### Task details
Please restate each entry exactly, without skipping any.

### Entries supplied
====

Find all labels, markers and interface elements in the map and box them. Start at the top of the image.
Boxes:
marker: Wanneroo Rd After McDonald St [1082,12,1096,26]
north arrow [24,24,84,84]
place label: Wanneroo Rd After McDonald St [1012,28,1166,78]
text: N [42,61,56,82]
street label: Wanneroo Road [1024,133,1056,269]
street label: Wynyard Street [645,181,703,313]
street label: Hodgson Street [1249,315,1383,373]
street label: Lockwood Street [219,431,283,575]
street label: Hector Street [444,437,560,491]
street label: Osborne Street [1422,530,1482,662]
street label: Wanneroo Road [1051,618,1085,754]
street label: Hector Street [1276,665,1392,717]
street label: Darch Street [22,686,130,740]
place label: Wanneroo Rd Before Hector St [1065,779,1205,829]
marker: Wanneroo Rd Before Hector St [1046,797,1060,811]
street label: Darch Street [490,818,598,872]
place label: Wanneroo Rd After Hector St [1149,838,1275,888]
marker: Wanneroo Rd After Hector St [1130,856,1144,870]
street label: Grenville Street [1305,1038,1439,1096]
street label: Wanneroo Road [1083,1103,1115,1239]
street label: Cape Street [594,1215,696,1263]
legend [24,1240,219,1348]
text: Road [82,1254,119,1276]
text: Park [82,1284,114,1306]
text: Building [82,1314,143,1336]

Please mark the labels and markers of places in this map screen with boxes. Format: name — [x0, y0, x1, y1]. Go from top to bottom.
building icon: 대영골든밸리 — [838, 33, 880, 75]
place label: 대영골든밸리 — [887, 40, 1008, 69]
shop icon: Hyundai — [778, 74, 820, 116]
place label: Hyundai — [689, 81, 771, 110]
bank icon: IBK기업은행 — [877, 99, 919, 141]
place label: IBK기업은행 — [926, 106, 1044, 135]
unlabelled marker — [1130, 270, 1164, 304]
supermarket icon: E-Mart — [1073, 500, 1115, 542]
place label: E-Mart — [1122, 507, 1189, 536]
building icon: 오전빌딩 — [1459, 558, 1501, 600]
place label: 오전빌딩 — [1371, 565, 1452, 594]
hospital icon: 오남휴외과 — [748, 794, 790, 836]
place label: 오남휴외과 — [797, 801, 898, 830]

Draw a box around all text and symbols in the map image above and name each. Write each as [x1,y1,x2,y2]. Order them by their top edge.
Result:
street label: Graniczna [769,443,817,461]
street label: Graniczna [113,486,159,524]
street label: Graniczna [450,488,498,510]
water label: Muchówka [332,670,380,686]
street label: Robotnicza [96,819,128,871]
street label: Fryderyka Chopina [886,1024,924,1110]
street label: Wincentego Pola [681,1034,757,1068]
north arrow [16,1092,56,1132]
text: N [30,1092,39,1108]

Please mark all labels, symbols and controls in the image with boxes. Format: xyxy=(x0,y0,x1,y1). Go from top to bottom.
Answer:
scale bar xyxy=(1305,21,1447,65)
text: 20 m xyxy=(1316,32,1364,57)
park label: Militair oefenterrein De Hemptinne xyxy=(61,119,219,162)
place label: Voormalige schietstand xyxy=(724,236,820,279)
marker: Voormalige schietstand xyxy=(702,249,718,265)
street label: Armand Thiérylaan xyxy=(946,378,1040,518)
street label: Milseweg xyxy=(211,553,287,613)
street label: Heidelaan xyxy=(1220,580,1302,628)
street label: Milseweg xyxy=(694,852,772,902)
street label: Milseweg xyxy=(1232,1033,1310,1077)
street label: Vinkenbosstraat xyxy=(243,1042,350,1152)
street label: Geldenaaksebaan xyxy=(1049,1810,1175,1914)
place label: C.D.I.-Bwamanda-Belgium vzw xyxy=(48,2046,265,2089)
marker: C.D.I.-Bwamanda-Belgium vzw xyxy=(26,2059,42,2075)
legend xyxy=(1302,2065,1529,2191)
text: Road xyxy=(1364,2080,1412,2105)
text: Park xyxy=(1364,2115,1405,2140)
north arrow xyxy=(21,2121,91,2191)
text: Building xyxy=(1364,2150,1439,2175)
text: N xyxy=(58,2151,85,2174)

====

### Written answer
Find all labels, markers and interface elements in the map and box them. Start at the top of the image.
Boxes:
marker: Wanneroo Rd After McDonald St [1082,12,1096,26]
north arrow [24,24,84,84]
place label: Wanneroo Rd After McDonald St [1012,28,1166,78]
text: N [42,61,56,82]
street label: Wanneroo Road [1024,133,1056,269]
street label: Wynyard Street [645,181,703,313]
street label: Hodgson Street [1249,315,1383,373]
street label: Lockwood Street [219,431,283,575]
street label: Hector Street [444,437,560,491]
street label: Osborne Street [1422,530,1482,662]
street label: Wanneroo Road [1051,618,1085,754]
street label: Hector Street [1276,665,1392,717]
street label: Darch Street [22,686,130,740]
place label: Wanneroo Rd Before Hector St [1065,779,1205,829]
marker: Wanneroo Rd Before Hector St [1046,797,1060,811]
street label: Darch Street [490,818,598,872]
place label: Wanneroo Rd After Hector St [1149,838,1275,888]
marker: Wanneroo Rd After Hector St [1130,856,1144,870]
street label: Grenville Street [1305,1038,1439,1096]
street label: Wanneroo Road [1083,1103,1115,1239]
street label: Cape Street [594,1215,696,1263]
legend [24,1240,219,1348]
text: Road [82,1254,119,1276]
text: Park [82,1284,114,1306]
text: Building [82,1314,143,1336]

Please mark the labels and markers of places in this map screen with boxes. Format: name — [x0, y0, x1, y1]. Go from top to bottom.
building icon: 대영골든밸리 — [838, 33, 880, 75]
place label: 대영골든밸리 — [887, 40, 1008, 69]
shop icon: Hyundai — [778, 74, 820, 116]
place label: Hyundai — [689, 81, 771, 110]
bank icon: IBK기업은행 — [877, 99, 919, 141]
place label: IBK기업은행 — [926, 106, 1044, 135]
unlabelled marker — [1130, 270, 1164, 304]
supermarket icon: E-Mart — [1073, 500, 1115, 542]
place label: E-Mart — [1122, 507, 1189, 536]
building icon: 오전빌딩 — [1459, 558, 1501, 600]
place label: 오전빌딩 — [1371, 565, 1452, 594]
hospital icon: 오남휴외과 — [748, 794, 790, 836]
place label: 오남휴외과 — [797, 801, 898, 830]

Draw a box around all text and symbols in the map image above and name each. Write each as [x1,y1,x2,y2]. Order them by their top edge.
Result:
street label: Graniczna [769,443,817,461]
street label: Graniczna [113,486,159,524]
street label: Graniczna [450,488,498,510]
water label: Muchówka [332,670,380,686]
street label: Robotnicza [96,819,128,871]
street label: Fryderyka Chopina [886,1024,924,1110]
street label: Wincentego Pola [681,1034,757,1068]
north arrow [16,1092,56,1132]
text: N [30,1092,39,1108]

Please mark all labels, symbols and controls in the image with boxes. Format: xyxy=(x0,y0,x1,y1). Go from top to bottom.
Answer:
scale bar xyxy=(1305,21,1447,65)
text: 20 m xyxy=(1316,32,1364,57)
park label: Militair oefenterrein De Hemptinne xyxy=(61,119,219,162)
place label: Voormalige schietstand xyxy=(724,236,820,279)
marker: Voormalige schietstand xyxy=(702,249,718,265)
street label: Armand Thiérylaan xyxy=(946,378,1040,518)
street label: Milseweg xyxy=(211,553,287,613)
street label: Heidelaan xyxy=(1220,580,1302,628)
street label: Milseweg xyxy=(694,852,772,902)
street label: Milseweg xyxy=(1232,1033,1310,1077)
street label: Vinkenbosstraat xyxy=(243,1042,350,1152)
street label: Geldenaaksebaan xyxy=(1049,1810,1175,1914)
place label: C.D.I.-Bwamanda-Belgium vzw xyxy=(48,2046,265,2089)
marker: C.D.I.-Bwamanda-Belgium vzw xyxy=(26,2059,42,2075)
legend xyxy=(1302,2065,1529,2191)
text: Road xyxy=(1364,2080,1412,2105)
text: Park xyxy=(1364,2115,1405,2140)
north arrow xyxy=(21,2121,91,2191)
text: Building xyxy=(1364,2150,1439,2175)
text: N xyxy=(58,2151,85,2174)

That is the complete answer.